The Cincinnati Reds announced Bryan Price as their new manager Tuesday afternoon, making Price the 61st manager in Reds history.
The rookie skipper, relieved of his pitching-coaching duties, is now faced with the challenge of unifying a good-not-great team and improving on a 90-62 record.
In the press conference announcing his promotion, Price spoke a lot about accountability:
“When I talk about [accountability], I talk about it uniformly. I’m not talking solely about our players. We have an organization that is looking to take a step beyond what we’ve been. That’s not just asking the 25 guys in the clubhouse to do better. It’s asking all of us to do better — myself included. This will be my first year as a major league manager. The expectations should be high. I’ll kind of have a foot on the back of my own butt. That’s just how I do things.”
Price also spoke about what “normal” looks like as far as what the team’s expectations should be and how to hold players accountable. “Normal” meaning taking that extra base or working the count a bit. Step up your own game in order to influence your teammates. Reading between the lines, it sounds like Price suggested the Reds under Dusty Baker lacked a true leader and didn’t have a system of accountability in place.
Good teams, like the Reds, can win 90 games and make the playoffs but great teams win in the playoffs. When games matter a bit more, teams that have leadership, discipline, and drive will succeed.

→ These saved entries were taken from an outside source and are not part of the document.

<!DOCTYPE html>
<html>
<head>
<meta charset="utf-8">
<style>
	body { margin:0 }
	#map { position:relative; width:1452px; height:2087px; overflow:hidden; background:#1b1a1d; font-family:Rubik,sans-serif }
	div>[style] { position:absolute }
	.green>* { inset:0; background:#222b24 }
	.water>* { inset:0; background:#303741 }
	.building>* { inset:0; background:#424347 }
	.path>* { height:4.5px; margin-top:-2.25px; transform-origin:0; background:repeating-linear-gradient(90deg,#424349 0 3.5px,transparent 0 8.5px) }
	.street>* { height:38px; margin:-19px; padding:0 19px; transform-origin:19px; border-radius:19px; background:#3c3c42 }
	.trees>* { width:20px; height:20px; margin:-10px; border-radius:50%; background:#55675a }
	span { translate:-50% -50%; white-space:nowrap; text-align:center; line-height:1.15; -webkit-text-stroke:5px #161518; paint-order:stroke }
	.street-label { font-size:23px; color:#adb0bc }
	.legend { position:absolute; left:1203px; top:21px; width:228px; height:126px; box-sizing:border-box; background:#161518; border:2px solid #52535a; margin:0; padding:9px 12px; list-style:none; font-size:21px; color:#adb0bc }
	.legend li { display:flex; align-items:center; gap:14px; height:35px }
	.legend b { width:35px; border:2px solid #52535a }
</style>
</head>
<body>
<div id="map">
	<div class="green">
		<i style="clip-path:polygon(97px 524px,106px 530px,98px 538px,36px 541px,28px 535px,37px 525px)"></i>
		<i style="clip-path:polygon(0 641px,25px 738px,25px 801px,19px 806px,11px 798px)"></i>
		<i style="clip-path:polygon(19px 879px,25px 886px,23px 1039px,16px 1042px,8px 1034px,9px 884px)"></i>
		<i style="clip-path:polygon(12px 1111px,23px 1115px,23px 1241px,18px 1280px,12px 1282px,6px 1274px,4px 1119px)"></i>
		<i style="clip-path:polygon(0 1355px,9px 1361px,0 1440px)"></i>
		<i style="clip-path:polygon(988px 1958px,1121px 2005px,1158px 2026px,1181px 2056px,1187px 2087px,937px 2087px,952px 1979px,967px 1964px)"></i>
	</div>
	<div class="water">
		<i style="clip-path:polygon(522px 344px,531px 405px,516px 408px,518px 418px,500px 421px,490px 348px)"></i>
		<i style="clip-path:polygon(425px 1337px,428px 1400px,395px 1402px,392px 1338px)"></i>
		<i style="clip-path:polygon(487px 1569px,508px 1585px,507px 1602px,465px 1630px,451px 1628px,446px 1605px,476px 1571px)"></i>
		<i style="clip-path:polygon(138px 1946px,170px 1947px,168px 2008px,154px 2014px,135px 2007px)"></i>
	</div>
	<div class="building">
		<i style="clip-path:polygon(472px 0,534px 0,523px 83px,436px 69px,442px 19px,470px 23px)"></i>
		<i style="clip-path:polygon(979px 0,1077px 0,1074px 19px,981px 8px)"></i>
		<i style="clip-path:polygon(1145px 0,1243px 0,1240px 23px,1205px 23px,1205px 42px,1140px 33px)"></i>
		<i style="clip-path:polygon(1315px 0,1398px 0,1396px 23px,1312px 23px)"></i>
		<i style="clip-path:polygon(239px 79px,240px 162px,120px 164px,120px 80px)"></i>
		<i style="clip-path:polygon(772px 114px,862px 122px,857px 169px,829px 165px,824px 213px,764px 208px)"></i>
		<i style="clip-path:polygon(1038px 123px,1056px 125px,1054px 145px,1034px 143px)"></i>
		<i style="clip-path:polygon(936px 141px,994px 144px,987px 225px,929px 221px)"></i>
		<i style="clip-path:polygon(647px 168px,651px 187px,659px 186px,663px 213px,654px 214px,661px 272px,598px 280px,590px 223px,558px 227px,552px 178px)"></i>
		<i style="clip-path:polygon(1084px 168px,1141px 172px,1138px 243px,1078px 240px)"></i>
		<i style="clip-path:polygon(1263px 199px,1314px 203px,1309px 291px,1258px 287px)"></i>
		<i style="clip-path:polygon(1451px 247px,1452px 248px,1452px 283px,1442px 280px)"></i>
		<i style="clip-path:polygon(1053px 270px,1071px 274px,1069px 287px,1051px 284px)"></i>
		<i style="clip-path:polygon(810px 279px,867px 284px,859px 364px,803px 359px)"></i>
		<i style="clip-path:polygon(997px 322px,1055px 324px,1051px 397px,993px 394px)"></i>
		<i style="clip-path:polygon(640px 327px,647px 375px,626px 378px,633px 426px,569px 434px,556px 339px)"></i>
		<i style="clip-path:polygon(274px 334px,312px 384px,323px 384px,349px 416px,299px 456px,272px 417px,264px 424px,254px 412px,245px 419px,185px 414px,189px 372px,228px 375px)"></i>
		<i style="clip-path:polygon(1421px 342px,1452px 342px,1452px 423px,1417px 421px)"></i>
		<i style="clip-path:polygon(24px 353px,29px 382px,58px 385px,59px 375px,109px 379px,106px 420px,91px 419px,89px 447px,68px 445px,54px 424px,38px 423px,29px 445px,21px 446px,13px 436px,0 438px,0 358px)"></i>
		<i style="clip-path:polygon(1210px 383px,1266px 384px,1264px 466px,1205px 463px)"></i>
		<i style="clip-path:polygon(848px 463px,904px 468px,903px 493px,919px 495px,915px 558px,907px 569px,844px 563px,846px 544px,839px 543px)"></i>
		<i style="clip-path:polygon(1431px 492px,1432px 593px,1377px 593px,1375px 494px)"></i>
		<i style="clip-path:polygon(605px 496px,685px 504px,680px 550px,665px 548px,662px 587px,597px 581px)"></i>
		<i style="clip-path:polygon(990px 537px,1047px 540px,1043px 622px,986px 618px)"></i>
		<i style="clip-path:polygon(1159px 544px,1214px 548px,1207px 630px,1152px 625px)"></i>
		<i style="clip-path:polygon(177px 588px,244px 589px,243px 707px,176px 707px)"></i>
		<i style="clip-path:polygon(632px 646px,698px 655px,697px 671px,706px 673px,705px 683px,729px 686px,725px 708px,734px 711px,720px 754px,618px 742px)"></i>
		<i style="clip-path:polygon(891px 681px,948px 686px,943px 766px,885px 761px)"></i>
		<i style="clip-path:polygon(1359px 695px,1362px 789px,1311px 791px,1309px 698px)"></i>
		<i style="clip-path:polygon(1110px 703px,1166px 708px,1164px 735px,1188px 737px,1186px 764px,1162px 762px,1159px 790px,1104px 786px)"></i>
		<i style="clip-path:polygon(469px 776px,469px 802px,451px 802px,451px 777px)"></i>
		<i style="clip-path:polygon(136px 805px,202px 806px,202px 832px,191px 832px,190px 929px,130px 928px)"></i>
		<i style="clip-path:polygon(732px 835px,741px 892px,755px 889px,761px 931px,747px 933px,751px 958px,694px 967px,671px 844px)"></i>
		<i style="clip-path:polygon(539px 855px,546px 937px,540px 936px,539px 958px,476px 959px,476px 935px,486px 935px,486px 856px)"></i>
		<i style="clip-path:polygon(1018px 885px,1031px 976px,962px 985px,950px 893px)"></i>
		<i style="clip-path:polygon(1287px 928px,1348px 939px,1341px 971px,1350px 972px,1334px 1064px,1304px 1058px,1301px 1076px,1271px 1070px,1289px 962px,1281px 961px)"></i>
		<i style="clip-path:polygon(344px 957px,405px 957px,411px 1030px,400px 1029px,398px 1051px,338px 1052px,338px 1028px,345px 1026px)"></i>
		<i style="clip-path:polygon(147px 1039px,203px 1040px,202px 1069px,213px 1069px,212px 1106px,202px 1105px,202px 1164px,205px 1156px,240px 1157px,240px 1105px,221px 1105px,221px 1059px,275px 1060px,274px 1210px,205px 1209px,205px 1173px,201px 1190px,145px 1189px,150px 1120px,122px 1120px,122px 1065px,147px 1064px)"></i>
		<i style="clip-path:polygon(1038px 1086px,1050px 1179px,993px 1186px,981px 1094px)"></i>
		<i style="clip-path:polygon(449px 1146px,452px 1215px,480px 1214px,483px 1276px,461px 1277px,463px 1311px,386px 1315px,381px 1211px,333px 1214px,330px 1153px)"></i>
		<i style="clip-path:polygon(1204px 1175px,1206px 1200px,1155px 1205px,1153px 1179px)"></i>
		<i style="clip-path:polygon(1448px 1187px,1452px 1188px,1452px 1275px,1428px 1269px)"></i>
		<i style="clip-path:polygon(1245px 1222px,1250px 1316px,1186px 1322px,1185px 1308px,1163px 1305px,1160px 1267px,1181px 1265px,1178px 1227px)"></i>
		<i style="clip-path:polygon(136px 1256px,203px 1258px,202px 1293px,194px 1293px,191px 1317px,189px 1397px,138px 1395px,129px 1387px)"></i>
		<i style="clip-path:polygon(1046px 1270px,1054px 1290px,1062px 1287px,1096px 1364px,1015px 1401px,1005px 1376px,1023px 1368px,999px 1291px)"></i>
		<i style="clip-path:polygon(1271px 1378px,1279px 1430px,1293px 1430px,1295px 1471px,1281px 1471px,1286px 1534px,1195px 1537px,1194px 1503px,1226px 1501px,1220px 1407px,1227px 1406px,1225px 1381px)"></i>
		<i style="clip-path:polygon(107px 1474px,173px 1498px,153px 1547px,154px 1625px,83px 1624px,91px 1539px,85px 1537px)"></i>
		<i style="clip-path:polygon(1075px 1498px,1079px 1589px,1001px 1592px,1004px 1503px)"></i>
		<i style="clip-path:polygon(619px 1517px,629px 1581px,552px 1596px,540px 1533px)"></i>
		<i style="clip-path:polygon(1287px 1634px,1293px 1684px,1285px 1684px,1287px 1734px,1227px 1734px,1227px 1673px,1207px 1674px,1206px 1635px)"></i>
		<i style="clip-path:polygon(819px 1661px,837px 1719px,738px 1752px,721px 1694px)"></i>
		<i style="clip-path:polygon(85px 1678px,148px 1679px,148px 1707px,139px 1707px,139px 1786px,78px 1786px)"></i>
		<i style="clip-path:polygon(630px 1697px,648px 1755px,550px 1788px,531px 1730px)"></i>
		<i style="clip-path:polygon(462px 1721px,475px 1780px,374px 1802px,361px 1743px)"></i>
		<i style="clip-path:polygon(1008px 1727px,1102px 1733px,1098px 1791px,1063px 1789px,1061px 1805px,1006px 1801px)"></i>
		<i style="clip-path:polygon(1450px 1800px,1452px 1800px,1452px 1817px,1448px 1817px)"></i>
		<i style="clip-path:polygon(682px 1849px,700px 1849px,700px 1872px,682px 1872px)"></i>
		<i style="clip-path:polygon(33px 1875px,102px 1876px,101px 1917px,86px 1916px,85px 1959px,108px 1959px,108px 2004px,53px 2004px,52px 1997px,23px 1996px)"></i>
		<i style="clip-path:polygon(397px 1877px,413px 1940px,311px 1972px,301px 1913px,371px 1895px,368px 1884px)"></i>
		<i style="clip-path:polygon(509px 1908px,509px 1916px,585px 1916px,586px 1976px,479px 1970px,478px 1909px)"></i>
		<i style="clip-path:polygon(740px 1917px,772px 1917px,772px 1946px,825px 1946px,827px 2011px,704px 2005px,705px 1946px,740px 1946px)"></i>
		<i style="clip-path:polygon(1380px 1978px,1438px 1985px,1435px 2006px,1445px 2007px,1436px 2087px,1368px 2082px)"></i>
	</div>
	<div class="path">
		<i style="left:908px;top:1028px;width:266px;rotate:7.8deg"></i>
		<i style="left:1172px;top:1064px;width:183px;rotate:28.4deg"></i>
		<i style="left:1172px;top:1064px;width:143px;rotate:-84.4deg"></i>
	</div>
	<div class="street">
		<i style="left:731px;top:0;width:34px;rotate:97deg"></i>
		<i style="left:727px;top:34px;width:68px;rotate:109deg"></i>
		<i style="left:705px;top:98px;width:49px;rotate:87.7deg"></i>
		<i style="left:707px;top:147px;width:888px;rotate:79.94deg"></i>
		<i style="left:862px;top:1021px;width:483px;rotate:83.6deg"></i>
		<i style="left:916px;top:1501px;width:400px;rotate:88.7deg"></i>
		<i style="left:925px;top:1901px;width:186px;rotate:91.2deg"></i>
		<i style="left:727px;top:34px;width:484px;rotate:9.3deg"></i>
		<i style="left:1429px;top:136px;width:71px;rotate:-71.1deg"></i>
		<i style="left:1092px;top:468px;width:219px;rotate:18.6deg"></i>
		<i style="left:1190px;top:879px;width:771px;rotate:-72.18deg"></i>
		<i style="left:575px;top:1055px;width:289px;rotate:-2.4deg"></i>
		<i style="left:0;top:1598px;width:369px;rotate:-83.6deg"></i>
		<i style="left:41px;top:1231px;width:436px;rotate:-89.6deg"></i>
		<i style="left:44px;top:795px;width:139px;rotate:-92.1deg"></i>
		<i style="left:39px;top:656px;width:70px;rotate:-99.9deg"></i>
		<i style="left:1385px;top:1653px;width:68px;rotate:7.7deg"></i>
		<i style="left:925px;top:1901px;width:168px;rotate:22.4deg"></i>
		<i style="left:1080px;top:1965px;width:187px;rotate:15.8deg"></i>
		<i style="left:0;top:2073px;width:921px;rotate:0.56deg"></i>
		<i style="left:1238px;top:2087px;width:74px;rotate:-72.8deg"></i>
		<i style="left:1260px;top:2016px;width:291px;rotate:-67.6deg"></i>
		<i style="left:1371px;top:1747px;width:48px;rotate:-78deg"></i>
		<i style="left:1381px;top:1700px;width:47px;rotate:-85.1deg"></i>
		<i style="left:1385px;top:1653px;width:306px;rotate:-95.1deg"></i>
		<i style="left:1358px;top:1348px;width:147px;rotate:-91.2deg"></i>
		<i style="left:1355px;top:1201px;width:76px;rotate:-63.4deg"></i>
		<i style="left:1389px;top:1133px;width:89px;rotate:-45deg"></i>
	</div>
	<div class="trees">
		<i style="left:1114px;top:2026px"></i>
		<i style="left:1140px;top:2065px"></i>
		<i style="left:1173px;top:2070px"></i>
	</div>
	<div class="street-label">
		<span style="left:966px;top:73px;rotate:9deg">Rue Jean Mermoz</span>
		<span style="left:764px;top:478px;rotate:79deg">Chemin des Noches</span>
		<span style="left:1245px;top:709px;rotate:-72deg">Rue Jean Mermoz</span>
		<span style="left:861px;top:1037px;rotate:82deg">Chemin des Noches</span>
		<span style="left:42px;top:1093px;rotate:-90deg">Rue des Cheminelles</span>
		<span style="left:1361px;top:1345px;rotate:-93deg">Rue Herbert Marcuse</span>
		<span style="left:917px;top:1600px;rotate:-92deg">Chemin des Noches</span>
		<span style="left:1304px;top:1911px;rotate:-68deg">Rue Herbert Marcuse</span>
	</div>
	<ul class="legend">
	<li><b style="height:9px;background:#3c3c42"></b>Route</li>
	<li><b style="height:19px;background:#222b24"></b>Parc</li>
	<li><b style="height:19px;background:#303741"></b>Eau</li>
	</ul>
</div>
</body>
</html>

Take the last couple weeks of the regular season for example. The Reds lost five straight to close out the regular season, including a sweep at home by the Pittsburgh Pirates, the team they were set to face in the one-game Wild Card playoff. They played with no energy, no motivation, and most importantly, no leadership. If you’re a Reds fan and watched them play the last week of the regular season, you’d be right to be doubtful about the team’s chances of going anywhere in the playoffs.
I think Price will be a good fit for the Reds. He has good rapport with the players and the media, and seems like he has a plan already to polish this team up a bit and get the city the championship they’re practically begging for.
The hiring of Price is indicative of a new trend in the hiring process of MLB managers. As Anthony Castrovince points out in his article, the two managers in the World Series were low-profile hires with no record of big-league managerial success.
The system of hire from within is gaining popularity with ball clubs because these people are already ingrained in the club’s system, which makes for an easy transition with not a lot of ego floating around. While I think the role of manager is often overplayed, there are certain decisions that stand out when a team doesn’t meet expectations.
The specific decision I’m talking about? Dusty Baker’s unwillingness to use Aroldis Chapman, one of the best pitchers in the game, in any inning but the ninth with the lead. This is the main decision facing Price as incumbent manager. Considering Price was Chapman’s pitching coach and knows more about him than Aroldis knows about himself, I’d expect Chapman to enter Spring Training preparing as a starter. A weapon is a weapon and it shouldn’t be reserved for just one inning of work. Chapman often went days without pitching in 2013, begging the question of how many more games the team may have won if he had factored in somehow. The Reds could have avoided the one-game Wild Card if they perhaps won the division.
I know there’s no use in what-ifs, but with hindsight 20/20, I’d expect more Chapman in 2014, with a knowledgeable Bryan Price pulling the strings.